Peter J. Peters (November 13, 1946 – July 7, 2011) was a Christian Identity minister who led LaPorte Church of Christ as an independent church in Laporte, Colorado, from 1977 until his death in 2011. He maintained a radio, television, and newsletter ministry known as Scriptures for America.

An on-air argument during an interview of Peters by Denver talk radio host Alan Berg was considered to be a motive for the murder of Berg by members of The Order.

==Early ministry==
Pete Peters was born in 1946 in Ogallala, Nebraska. He attended Colorado State University where he received a Bachelor of Science degree in agri-business and economics; he also received a degree from the University of Nebraska School of Agriculture. During college, Peters opposed the antiwar movement and joined the John Birch Society and Young Americans for Freedom.

After receiving a bachelor's degree in Sacred Literature of the Bible from the Church of Christ Bible Training School in Gering, Nebraska, Peters began preaching as a minister for the Church of Christ. In 1977, he went to the LaPorte Church of Christ. The church was unable to support him full time, so he also worked for the US Department of Agriculture. This was during the farm crisis of the 1980s and Peters witnessed many farmers who lost everything. Peters began listening to radio sermons by Identity minister Sheldon Emry. He initially rejected the Identity message preached by Emry as British Israelism or Armstrongism, but he eventually accepted it and converted to Christian Identity. This caused Peters to lose all but five of the original congregants of LaPorte Church of Christ.

==Alan Berg interview==

Early on, Peters had an association with the Christian Patriots Defense League through Sheldon Emry and Jack Mohr. In January, 1984, Peters hosted Mohr at LaPorte Church of Christ which resulted in protests from the interfaith council in nearby Fort Collins, Colorado. This caught the attention of Denver talk radio host Alan Berg, who hosted Peters and Mohr on his show February 13, 1984. Berg's interview was intended to humiliate Peters and Mohr.

Berg hosted both Peters in Colorado and Mohr in Mississippi via telephone hookup. In the on-air argument that ensued, Berg stated "Both of you are cowards. Bail out right now", after which Mohr hung up on Berg.

The interview was heard by several members of The Order, as Robert Mathews and David Lane had met in Peters congregation. On June 18, 1984, members of The Order assassinated Berg in his driveway. The on-air argument between Berg and Peters was noted at trial as a motive for the killing.

After this, Peters began to shun the media and refused to speak to members of the press.

==Christian Identity ministry==

Emry ordained Peters as a Christian Identity minister in October 1984.

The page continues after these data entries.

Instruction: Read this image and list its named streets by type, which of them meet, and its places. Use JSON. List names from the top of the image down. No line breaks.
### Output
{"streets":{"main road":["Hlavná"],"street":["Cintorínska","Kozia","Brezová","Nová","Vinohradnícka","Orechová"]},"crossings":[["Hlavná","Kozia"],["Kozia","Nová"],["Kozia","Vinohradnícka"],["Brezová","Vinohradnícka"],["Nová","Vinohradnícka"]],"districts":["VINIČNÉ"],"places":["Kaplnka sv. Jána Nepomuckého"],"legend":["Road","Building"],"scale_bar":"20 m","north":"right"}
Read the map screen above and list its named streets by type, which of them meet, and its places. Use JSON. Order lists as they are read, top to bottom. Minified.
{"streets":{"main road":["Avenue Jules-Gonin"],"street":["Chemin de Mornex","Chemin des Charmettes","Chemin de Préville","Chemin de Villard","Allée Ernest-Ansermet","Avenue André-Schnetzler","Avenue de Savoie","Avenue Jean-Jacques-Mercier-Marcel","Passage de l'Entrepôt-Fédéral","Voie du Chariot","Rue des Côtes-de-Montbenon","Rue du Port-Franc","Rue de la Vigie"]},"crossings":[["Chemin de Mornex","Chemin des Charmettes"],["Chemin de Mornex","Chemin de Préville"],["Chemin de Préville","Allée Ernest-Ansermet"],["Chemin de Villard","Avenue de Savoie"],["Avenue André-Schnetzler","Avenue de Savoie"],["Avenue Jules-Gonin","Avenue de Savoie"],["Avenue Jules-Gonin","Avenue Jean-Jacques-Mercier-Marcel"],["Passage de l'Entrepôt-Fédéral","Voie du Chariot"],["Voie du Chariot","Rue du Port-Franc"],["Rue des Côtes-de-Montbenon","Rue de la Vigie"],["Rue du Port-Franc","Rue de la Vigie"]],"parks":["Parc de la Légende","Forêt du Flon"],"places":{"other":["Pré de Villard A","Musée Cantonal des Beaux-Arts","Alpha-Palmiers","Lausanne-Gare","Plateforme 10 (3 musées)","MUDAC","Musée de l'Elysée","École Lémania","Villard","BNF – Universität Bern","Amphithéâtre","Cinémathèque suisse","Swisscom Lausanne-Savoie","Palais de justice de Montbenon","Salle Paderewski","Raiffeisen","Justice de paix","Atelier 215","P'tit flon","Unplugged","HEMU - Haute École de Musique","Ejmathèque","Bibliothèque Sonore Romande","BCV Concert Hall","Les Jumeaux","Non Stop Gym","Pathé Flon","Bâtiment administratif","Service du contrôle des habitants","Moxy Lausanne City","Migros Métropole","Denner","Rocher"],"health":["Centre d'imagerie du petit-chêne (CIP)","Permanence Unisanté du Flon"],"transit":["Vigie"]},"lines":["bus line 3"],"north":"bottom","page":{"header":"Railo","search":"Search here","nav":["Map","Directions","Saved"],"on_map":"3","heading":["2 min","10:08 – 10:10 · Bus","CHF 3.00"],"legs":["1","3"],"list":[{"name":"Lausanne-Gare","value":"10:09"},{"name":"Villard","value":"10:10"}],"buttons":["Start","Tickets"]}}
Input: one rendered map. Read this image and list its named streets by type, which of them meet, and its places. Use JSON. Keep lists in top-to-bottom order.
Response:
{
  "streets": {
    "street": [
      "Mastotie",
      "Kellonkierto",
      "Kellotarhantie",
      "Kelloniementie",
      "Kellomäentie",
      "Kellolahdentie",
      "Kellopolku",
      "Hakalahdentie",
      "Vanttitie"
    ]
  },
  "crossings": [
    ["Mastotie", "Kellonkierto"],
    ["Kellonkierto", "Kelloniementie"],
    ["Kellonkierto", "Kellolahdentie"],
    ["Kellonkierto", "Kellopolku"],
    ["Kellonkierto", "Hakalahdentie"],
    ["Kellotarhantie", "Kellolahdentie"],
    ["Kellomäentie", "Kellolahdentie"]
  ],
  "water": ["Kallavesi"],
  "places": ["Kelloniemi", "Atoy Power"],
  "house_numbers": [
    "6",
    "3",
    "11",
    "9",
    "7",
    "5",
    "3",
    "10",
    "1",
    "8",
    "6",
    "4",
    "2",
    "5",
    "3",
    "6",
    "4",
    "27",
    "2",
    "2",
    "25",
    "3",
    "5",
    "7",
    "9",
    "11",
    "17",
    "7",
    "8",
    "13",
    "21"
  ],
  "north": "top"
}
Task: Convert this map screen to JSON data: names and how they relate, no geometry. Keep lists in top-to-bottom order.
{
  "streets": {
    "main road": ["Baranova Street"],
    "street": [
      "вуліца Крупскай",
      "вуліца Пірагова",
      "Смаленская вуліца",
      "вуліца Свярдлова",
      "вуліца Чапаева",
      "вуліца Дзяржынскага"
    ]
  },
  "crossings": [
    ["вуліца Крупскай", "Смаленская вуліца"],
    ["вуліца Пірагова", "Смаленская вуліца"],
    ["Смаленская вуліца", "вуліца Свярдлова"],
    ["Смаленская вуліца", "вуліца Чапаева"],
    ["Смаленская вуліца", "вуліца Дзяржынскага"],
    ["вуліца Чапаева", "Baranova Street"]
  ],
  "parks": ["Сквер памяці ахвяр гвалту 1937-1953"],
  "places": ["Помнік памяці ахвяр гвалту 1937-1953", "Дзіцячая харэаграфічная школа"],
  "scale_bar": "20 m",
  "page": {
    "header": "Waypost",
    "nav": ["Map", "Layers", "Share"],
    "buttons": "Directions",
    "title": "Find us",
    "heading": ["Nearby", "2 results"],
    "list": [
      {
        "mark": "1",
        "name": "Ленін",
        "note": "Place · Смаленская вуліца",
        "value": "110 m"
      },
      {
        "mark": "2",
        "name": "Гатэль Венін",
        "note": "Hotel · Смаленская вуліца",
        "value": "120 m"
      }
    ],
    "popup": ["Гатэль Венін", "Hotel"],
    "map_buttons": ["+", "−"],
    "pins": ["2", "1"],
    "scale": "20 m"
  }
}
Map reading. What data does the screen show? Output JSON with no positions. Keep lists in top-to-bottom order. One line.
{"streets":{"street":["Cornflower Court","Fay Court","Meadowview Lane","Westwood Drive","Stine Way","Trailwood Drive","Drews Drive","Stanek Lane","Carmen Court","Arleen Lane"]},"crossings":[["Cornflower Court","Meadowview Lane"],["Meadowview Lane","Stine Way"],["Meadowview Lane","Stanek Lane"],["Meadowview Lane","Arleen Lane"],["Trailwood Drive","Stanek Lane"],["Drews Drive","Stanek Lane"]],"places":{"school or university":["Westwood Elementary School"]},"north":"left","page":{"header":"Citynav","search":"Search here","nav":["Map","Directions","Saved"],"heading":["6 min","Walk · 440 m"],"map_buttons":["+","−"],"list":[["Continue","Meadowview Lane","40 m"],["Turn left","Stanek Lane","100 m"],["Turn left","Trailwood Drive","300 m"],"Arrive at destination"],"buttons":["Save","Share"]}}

Peters began distributing tapes of his sermons in 1984, followed by a monthly newsletter. Eventually, he was broadcasting on two shortwave frequencies, nine radio stations, and a television program, all under the umbrella of Scriptures for America, which was considered to be one of the country's largest and most active outreach programs. Peters worked closely with his wife, Cheri, who wrote a column for the monthly newsletter, often addressing issues of family, motherhood, and schooling. Peters used annual Bible camps to hold his congregation together and evangelize others. Camps featured talent nights, Saxon games, quilting, campfire singing, and other activities. These camps also served as a training ground for Identitarians, with Peters bringing in speakers and teachers for various topics. Speakers included Bo Gritz.

1988 was the beginning of early efforts by Peters at mainstreaming Christian Identity when he published Remnant Resolves, a refutation of a reconfiguration of the Identity movement following the Fort Smith sedition trial. Christian Identity leader like Dan Gayman began distancing themselves from members of the movement that advocated violence. Peters used a sense of nostalgia for history in Remnant Resolves to advocate for a political and hermeneutic sensibility called Christian Constitutionalism. The first half of the pamphlet outlines the building blocks for establishing Christ's lordship over the nation. The second have formulates a plan for mass distribution and getting these building blocks read into the Congressional record with the intent to put federal authorities on notice.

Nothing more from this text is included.